*EXERCISE*:
From the records, pick out and copy each line containing "size".

*INFORMATION SHOWN*:
====================

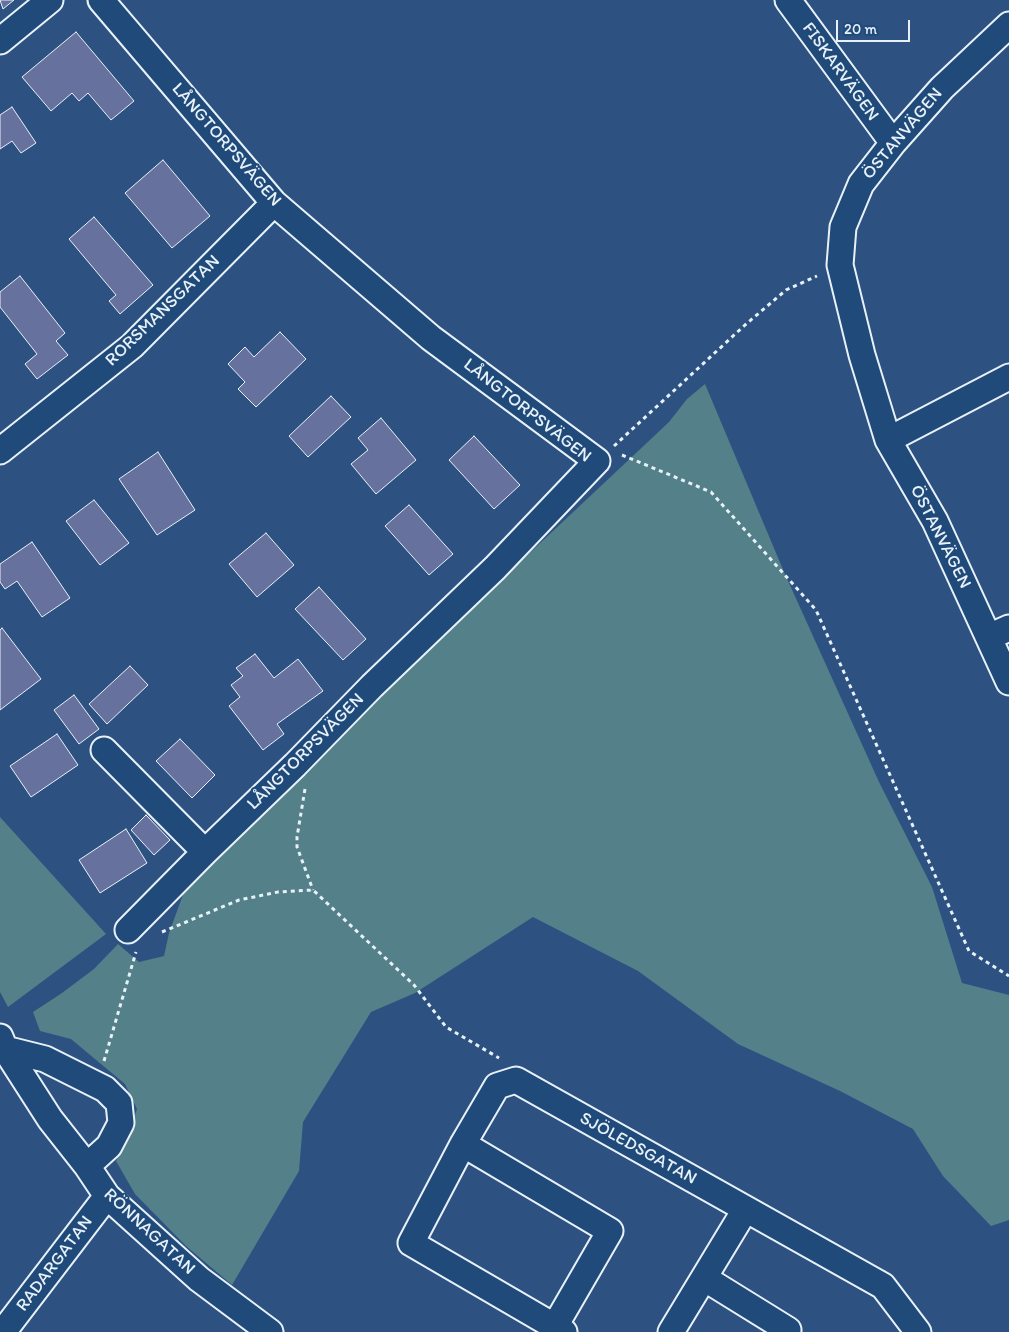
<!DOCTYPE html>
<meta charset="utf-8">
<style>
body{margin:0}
#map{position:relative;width:1009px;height:1332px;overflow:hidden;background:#2d5281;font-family:Itim,sans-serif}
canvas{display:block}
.scale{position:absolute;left:836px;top:20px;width:74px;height:22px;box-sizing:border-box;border:2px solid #e8f1f8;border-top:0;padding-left:6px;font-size:15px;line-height:18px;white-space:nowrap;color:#e8f1f8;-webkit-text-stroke:4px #1f4a7a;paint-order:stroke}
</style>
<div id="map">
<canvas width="1009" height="1332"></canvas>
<div class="scale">20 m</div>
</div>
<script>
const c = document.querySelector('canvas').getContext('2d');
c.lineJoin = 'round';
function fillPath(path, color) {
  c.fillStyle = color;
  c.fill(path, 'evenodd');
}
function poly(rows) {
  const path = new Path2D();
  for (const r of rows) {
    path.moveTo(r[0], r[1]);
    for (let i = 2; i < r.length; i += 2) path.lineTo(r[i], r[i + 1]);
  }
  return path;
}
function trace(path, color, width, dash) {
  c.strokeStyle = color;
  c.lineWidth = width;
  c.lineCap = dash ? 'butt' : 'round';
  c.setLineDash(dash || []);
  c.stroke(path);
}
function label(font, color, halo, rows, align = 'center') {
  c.font = font + ' Itim,sans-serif';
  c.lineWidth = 4.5;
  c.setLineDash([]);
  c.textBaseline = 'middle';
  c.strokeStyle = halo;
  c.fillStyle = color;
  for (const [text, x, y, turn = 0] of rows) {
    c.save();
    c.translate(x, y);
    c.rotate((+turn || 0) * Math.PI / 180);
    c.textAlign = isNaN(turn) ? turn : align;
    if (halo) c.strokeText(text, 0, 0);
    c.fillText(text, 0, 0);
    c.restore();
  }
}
fillPath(poly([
 [705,384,784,572,879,782,932,887,962,983,1009,995,1009,1220,991,1226,943,1176,913,1129,840,1091,738,1044,638,971,533,917,415,993,371,1012,303,1122,299,1171,232,1285,186,1246,135,1194,116,1161,129,1132,137,1109,125,1084,71,1039,40,1031,33,1012,62,993,94,969,118,944,139,962,164,956,169,933,184,892,438,639,669,422,687,399],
 [0,817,106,934,8,1007,0,992]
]), '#538089');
const building = poly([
 [0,0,14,0,3,9,0,0],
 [76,32,134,101,111,120,88,93,79,101,72,93,51,111,22,77,76,32],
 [12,107,36,143,21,153,12,141,0,149,0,115,12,107],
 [163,160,210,216,172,248,125,193,163,160],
 [94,217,153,285,120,314,109,301,116,295,69,239,94,217],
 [20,276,65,333,56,341,68,355,37,379,25,364,37,354,0,307,0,292,20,276],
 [280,332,306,359,256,407,238,389,245,382,228,364,245,347,254,357,280,332],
 [331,396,351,417,308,457,289,436,331,396],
 [381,418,416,460,376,494,351,464,368,450,358,438,381,418],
 [474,436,520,485,494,509,449,460,474,436],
 [158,452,195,510,157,535,119,479,158,452],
 [94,500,129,543,100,565,66,521,94,500],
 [409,505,453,554,429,575,385,526,409,505],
 [266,533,294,565,257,597,229,564,266,533],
 [32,542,70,598,42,617,17,581,5,589,0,582,0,564,32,542],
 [319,587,366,639,343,660,295,609,319,587],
 [2,628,41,679,0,710,0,630,2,628],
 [255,654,274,678,298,659,323,691,277,724,284,734,263,750,229,706,240,697,231,685,243,676,236,668,255,654],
 [130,666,148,685,107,724,89,704,130,666],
 [74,695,99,729,79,744,54,710,74,695],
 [57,734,78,765,31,797,10,766,57,734],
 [180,739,215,775,192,798,156,761,180,739],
 [146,815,170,840,154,855,131,830,146,815],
 [126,829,147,863,100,893,79,860,126,829]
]);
fillPath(building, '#66719d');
trace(building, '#e8f1f8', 1);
const minor = poly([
 [101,0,274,203,431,338,597,461,495,568,372,686,295,765,205,852,128,930],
 [788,0,893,143],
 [1009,25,942,88,893,143,861,184,843,227,840,265,862,355,888,440,935,521,1009,682],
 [0,41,50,0],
 [888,440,1009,377],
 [0,451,132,346,274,203],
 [989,637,1009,628],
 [104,750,205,852],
 [0,1037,5,1049,50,1119,87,1166,107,1196,199,1279,270,1332],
 [5,1049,45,1059,105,1089,119,1103,121,1123,109,1146,87,1166],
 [463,1144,610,1231,555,1326],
 [704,1278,788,1330,787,1332],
 [3,1332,107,1196],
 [564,1332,411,1243,463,1144,497,1086,516,1080,883,1286,918,1332],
 [671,1332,745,1210]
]);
trace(minor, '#e8f1f8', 29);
trace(poly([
 [614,446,745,325,786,290,817,276],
 [622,455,711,492,816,610,969,951,1009,976],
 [305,789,297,837,297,847,313,890],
 [162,932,239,900,278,892,313,890,414,985,446,1027,499,1058],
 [104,1061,136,952]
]), '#e8f1f8', 3, [4, 4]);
trace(minor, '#1f4a7a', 25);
label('18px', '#e8f1f8', '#1f4a7a', [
 ["FISKARVÄGEN",840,72,54],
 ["ÖSTANVÄGEN",903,134,-50],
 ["LÅNGTORPSVÄGEN",226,145,49],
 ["RORSMANSGATAN",163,311,-44],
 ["LÅNGTORPSVÄGEN",527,411,38],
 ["ÖSTANVÄGEN",940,537,63],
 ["LÅNGTORPSVÄGEN",306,752,-45],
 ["SJÖLEDSGATAN",638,1149,29],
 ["RÖNNAGATAN",149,1232,43],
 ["RADARGATAN",55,1264,-53]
]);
</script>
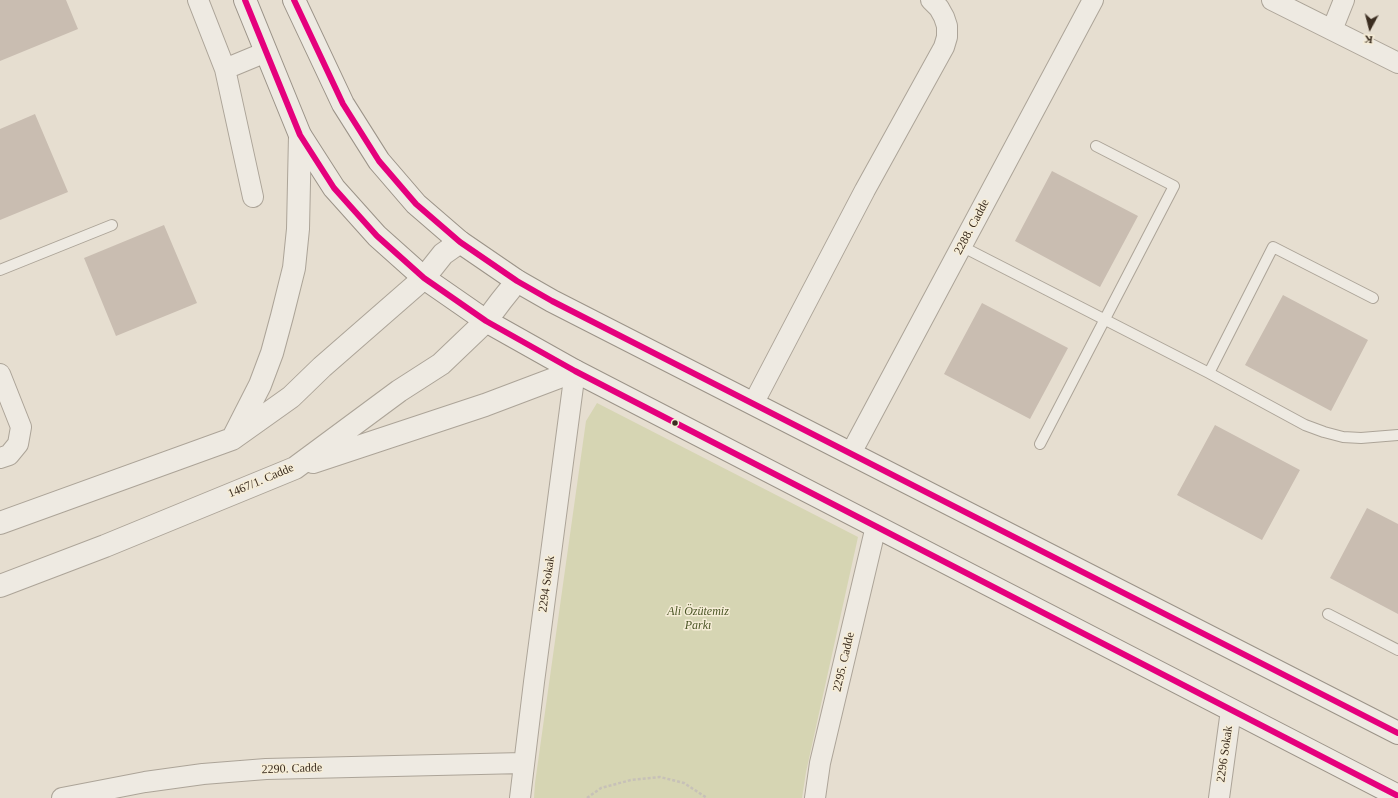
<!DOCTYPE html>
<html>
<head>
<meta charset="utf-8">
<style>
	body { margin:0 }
	#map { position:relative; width:1398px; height:798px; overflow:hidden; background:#e6ded0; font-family:Georgia,serif }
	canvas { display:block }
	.north { position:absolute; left:1350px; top:8px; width:40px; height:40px; -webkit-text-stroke:3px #f6edd7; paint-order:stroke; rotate:187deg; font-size:11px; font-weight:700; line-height:16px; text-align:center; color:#3b2d20 }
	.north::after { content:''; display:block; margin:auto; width:14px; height:18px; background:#3b2d20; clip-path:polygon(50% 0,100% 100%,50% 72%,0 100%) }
</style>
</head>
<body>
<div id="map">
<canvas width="1398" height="798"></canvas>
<div class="north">K</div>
</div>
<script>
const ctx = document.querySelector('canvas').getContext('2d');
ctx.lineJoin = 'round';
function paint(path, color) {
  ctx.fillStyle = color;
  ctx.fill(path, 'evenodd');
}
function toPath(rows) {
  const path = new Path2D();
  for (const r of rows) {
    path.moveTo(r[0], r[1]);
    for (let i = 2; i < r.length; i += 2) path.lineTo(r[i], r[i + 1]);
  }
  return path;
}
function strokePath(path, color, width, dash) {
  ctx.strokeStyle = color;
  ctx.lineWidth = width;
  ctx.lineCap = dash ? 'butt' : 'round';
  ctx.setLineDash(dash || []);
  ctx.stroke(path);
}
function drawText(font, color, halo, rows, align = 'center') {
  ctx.font = font + ' Georgia,serif';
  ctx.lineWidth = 3;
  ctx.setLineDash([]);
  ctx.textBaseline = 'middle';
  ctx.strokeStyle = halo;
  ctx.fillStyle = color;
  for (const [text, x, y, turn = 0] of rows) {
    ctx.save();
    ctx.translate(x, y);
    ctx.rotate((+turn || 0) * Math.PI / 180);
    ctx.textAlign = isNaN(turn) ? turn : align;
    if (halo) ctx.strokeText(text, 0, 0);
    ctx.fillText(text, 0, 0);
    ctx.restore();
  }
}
paint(toPath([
	[597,403,858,537,806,772,802,798,534,798,535,783,586,421]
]), '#d6d5b3');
paint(toPath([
	[0,0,66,0,78,29,0,61],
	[35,114,68,192,0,220,0,129],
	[1052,171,1138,216,1100,287,1015,241],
	[164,225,197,303,116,336,84,258],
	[1283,295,1368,340,1331,411,1245,365],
	[982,303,1068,348,1030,419,944,374],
	[1215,425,1300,470,1262,540,1177,495],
	[1367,508,1398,524,1398,614,1330,578]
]), '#c9bdb1');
const service = toPath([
	[961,246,1209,373,1305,425,1324,432,1343,437,1361,438,1398,435],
	[0,270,112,225],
	[1209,373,1273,247,1373,298],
	[1040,444,1174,186,1096,146],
	[1328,614,1398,650]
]);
const minor = toPath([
	[198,0,225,69,253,197],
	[1272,0,1398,63],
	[1332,30,1344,0],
	[225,69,266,52],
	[0,374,21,427,18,444,9,455,0,458],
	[753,404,865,190,944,47,947,37,947,26,944,17,939,8,931,0],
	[851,453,1093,0],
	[62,798,145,782,203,774,266,769,523,763],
	[520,798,534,682,575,371],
	[815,798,820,763,876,526],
	[1219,798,1231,710]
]);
const tertiary = toPath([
	[234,436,260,385,272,353,282,316,294,268,298,229,300,135],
	[313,462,485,405,575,371],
	[0,523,232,439,291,397,322,367,424,278,443,254,460,242],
	[0,586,105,546,295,468,399,391,441,364,486,321,501,301,517,281]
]);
const secondary = toPath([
	[245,0,300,135,334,188,377,236,424,278,486,321,575,371,1398,796],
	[294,0,343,104,379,161,416,204,460,242,517,281,552,301,1398,733]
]);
strokePath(service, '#aca498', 12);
strokePath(minor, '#aca498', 22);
strokePath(tertiary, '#aca498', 24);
strokePath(secondary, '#9b9388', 24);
strokePath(toPath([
	[587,798,601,788,631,780,660,777,684,783,707,798]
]), '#c7c1b8', 2.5, [3, 2]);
strokePath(service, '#eeeae2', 10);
strokePath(minor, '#eeeae2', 20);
strokePath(tertiary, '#eeeae2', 22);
strokePath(secondary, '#eeeae2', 22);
strokePath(toPath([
	[245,0,300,135,334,188,377,236,424,278,486,321,575,371,1398,796],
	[294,0,343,104,379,161,416,204,460,242,517,281,552,301,1398,733]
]), '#e5007d', 6);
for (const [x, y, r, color] of [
	[675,423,3.5,"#3b2d20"]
]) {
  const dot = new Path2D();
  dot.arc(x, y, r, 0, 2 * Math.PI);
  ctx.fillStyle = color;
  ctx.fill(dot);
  strokePath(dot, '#f6edd7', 1.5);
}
drawText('12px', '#3b2d20', '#f6edd7', [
	["2288. Cadde",972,227,-62],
	["1467/1. Cadde",261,481,-23],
	["2294 Sokak",547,584,-82],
	["2295. Cadde",844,662,-77],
	["2296 Sokak",1225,754,-82],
	["2290. Cadde",292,769,-2]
]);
drawText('italic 12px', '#4c5727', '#f6edd7', [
	["Ali Özütemiz",698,612],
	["Parkı",698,626]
]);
</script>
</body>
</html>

====================

*RESPONSE AREA*:
.scale{position:absolute;left:836px;top:20px;width:74px;height:22px;box-sizing:border-box;border:2px solid #e8f1f8;border-top:0;padding-left:6px;font-size:15px;line-height:18px;white-space:nowrap;color:#e8f1f8;-webkit-text-stroke:4px #1f4a7a;paint-order:stroke}
	.north { position:absolute; left:1350px; top:8px; width:40px; height:40px; -webkit-text-stroke:3px #f6edd7; paint-order:stroke; rotate:187deg; font-size:11px; font-weight:700; line-height:16px; text-align:center; color:#3b2d20 }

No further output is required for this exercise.